(Stored data entries)
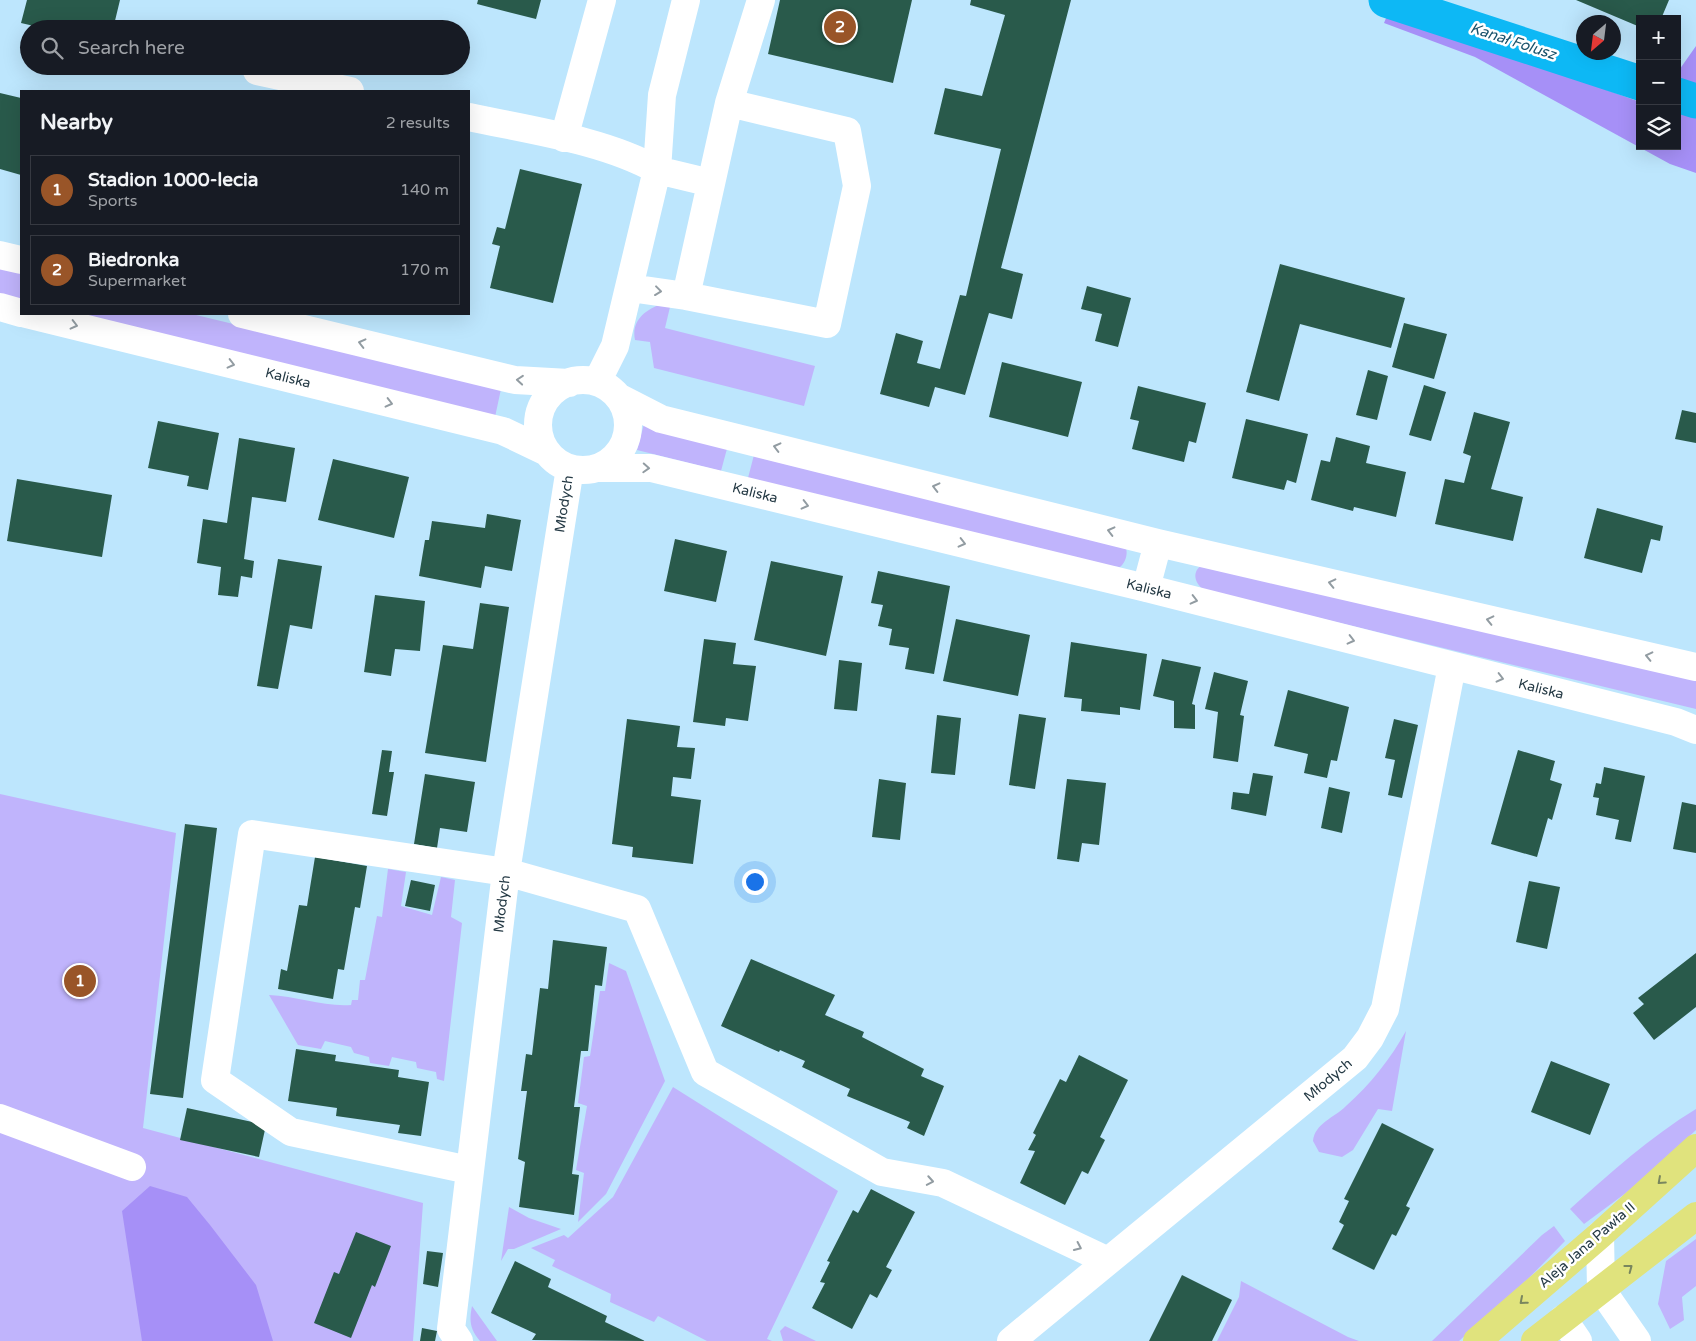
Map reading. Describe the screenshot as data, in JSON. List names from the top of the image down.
{
  "streets": {
    "main road": ["Aleja Jana Pawła II"],
    "street": ["Kaliska", "Młodych"]
  },
  "crossings": [
    ["Kaliska", "Młodych"]
  ],
  "water": ["Kanał Folusz"],
  "north": "bottom left",
  "page": {
    "pins": ["2", "1"],
    "map_buttons": ["+", "−"],
    "search": "Search here",
    "heading": ["Nearby", "2 results"],
    "list": [
      {
        "mark": "1",
        "name": "Stadion 1000-lecia",
        "note": "Sports",
        "value": "140 m"
      },
      {
        "mark": "2",
        "name": "Biedronka",
        "note": "Supermarket",
        "value": "170 m"
      }
    ]
  }
}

*Task instructions*: Print all entries exactly; skip the pictures.

*Result*:
Map reading. Describe the screenshot as data, in JSON. List names from the top of the image down.
{
  "streets": {
    "main road": ["Aleja Jana Pawła II"],
    "street": ["Kaliska", "Młodych"]
  },
  "crossings": [
    ["Kaliska", "Młodych"]
  ],
  "water": ["Kanał Folusz"],
  "north": "bottom left",
  "page": {
    "pins": ["2", "1"],
    "map_buttons": ["+", "−"],
    "search": "Search here",
    "heading": ["Nearby", "2 results"],
    "list": [
      {
        "mark": "1",
        "name": "Stadion 1000-lecia",
        "note": "Sports",
        "value": "140 m"
      },
      {
        "mark": "2",
        "name": "Biedronka",
        "note": "Supermarket",
        "value": "170 m"
      }
    ]
  }
}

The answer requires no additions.